Wednesday, October 14, 2009

Which of these things is most like the others? The Reference Class Problem

The central requirement of the rule of law is equality before the law, which means that like cases ought to be treated alike.  One of the fundamental problems to valuing cases is to determine what cases are alike under what measures such that its fair to say they are worth the same amount (or fair to say that in fact they are different).

The question of whether a group of cases are sufficiently alike that they ought to be similarly valued (or have similar outcomes along some other measure, such as causation) is referred to as the "reference class problem."  I'm just going to focus on the question of value in this post.  How do we decide what measurable criteria we are going to use to determine that some cases fall into the same categories? Should we worry that there are unmeasurable or subjective characteristics of particular cases that juries would consider but that cannot be accounted for in a statistical or qualitative social science model of valuation? 
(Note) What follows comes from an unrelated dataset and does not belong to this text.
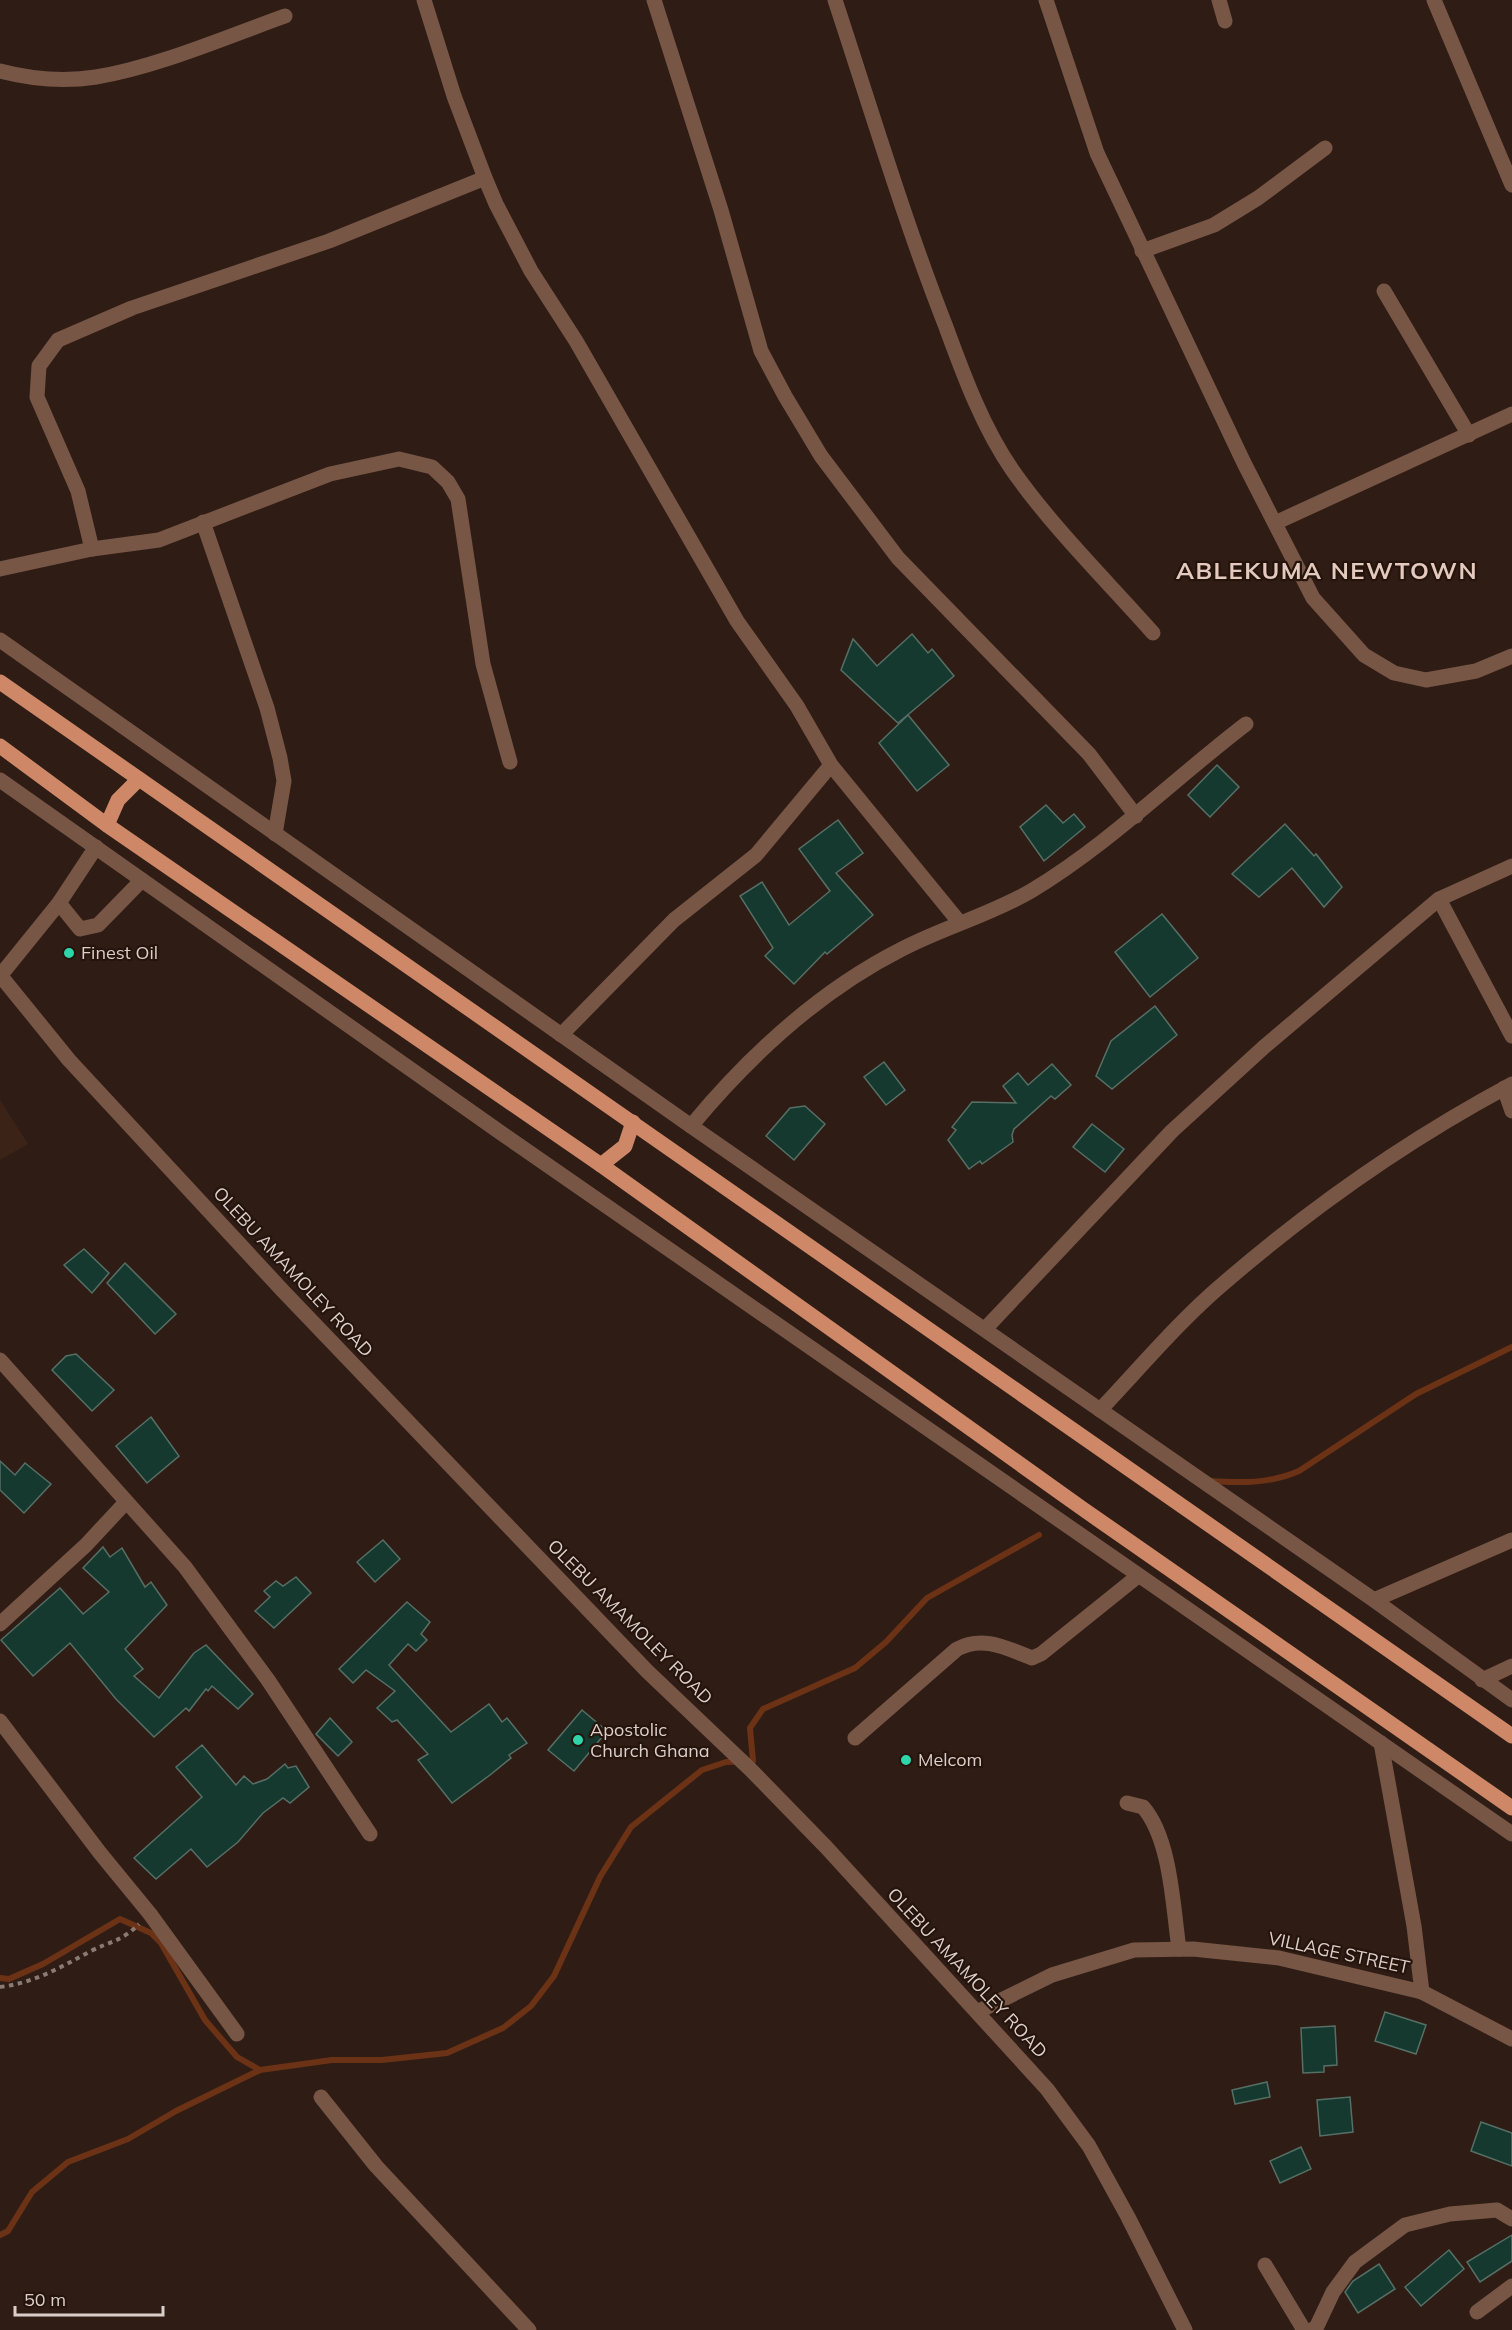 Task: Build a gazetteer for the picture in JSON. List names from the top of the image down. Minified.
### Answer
{"streets":{"street":["OLEBU AMAMOLEY ROAD","VILLAGE STREET"]},"crossings":[["OLEBU AMAMOLEY ROAD","VILLAGE STREET"]],"districts":["ABLEKUMA NEWTOWN"],"places":["Finest Oil","Apostolic Church Ghana","Melcom"],"scale_bar":"50 m"}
Edward Cheng (Brooklyn) purports to solve this problem in a recent essay in the Columbia Law Review.  Click the link here for a summary of his ideas. I linked to his piece on SSRN previously (A Practical Solution to the Reference Class Problem).  Unfortunately, even if we can make some progress under Cheng's theory, we must still balance the fit of the model to the data, and that means deciding which variables are "noise" and which are relevant, and accounting for what Donald Rumsfeld would call "unknown unknowns" - variables that we are not able to ascertain but that do end up being relevant. Cheng himself admits in the paper that it doesn't solve the extrapolation problem, which is our main concern in mass torts.  On the other hand, I think Cheng has it right that we need to consider how rigorous social science methodology can help us solve these types of problems or at least move us a step closer to a solution that will satisfy the equality principle.  He should be commended for moving us a step forward in that direction.  I will have more on this in a forthcoming article.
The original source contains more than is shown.